Kau, ingatan tentangmu, cahaya yang selalu ada di sana, sejauh pandangan mata, tapi tetap juga di dalam sini, menyala tenang dalam satu ceruk hati, tidak pernah padam meski berulang meredup karena jerih lelah. Saat menjaga nyalamu adalah satu-satunya yang menguatkanku dan melemahkanku sekaligus, di setiap tarikan nafasku yang sering tak tertahankan ini. Kutahu cahayamu selalu menghangatkan sangat banyak relung gelap dan dingin, dan karena itu aku harus rela berbagi.
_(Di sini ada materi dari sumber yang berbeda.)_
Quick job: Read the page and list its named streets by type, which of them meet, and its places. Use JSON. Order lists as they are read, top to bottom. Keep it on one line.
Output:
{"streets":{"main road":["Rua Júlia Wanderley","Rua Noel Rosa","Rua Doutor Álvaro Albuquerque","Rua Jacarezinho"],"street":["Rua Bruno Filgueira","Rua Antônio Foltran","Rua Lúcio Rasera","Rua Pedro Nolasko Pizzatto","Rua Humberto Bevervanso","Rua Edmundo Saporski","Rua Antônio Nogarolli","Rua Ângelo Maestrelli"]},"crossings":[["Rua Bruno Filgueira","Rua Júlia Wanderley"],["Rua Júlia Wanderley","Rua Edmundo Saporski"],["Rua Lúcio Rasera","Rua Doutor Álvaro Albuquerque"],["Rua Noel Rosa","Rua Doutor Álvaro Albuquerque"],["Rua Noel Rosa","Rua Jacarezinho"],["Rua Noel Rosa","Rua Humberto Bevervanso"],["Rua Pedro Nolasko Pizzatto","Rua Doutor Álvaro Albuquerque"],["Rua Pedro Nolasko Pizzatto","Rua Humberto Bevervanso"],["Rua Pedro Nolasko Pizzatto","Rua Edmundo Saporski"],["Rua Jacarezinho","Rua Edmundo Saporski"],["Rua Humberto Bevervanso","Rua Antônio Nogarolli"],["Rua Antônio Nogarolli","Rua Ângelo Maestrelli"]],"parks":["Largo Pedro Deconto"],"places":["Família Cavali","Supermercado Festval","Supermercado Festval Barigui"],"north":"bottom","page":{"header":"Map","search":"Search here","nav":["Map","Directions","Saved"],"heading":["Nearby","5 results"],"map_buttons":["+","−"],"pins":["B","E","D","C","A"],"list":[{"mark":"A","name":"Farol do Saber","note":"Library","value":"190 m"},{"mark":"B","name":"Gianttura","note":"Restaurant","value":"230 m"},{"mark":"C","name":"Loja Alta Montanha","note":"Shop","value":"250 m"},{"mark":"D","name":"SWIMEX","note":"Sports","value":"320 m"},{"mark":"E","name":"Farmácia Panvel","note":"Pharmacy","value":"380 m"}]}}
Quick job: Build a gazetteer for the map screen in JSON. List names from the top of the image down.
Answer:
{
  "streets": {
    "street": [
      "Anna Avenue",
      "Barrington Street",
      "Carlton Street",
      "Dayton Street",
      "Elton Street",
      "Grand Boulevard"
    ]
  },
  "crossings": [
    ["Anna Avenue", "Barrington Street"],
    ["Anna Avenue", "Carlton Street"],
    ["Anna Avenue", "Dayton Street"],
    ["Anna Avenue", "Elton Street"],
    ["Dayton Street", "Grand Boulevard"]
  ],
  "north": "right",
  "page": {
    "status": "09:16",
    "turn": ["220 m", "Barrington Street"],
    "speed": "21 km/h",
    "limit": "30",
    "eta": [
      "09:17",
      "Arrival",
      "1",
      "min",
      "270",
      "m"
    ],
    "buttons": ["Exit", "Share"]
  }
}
Haruskah kuberhenti? Untukmu sendiri, perlukah kau menjaga lilinmu sendiri? Atau pernahkah? Sampai kapan? Atau masih perlukah kau menyalakan lilin? Jawabanmu? Lantas keputusanku menjaga lilin ini?
Sungguh mengesalkan sekali, melihat bayanganmu menyeringai dengan mata letih membayang dari tirai penuh renda di jendela. Baiklah, sekali ini keputusannya adalah menyerah, tidur, membiarkan lilin yang menyala terbakar pelan. Cahayanya menemani nyenyak tanpa mimpi malam ini. Tinggalkan tumpukan tugas dan ujian yang belum usai.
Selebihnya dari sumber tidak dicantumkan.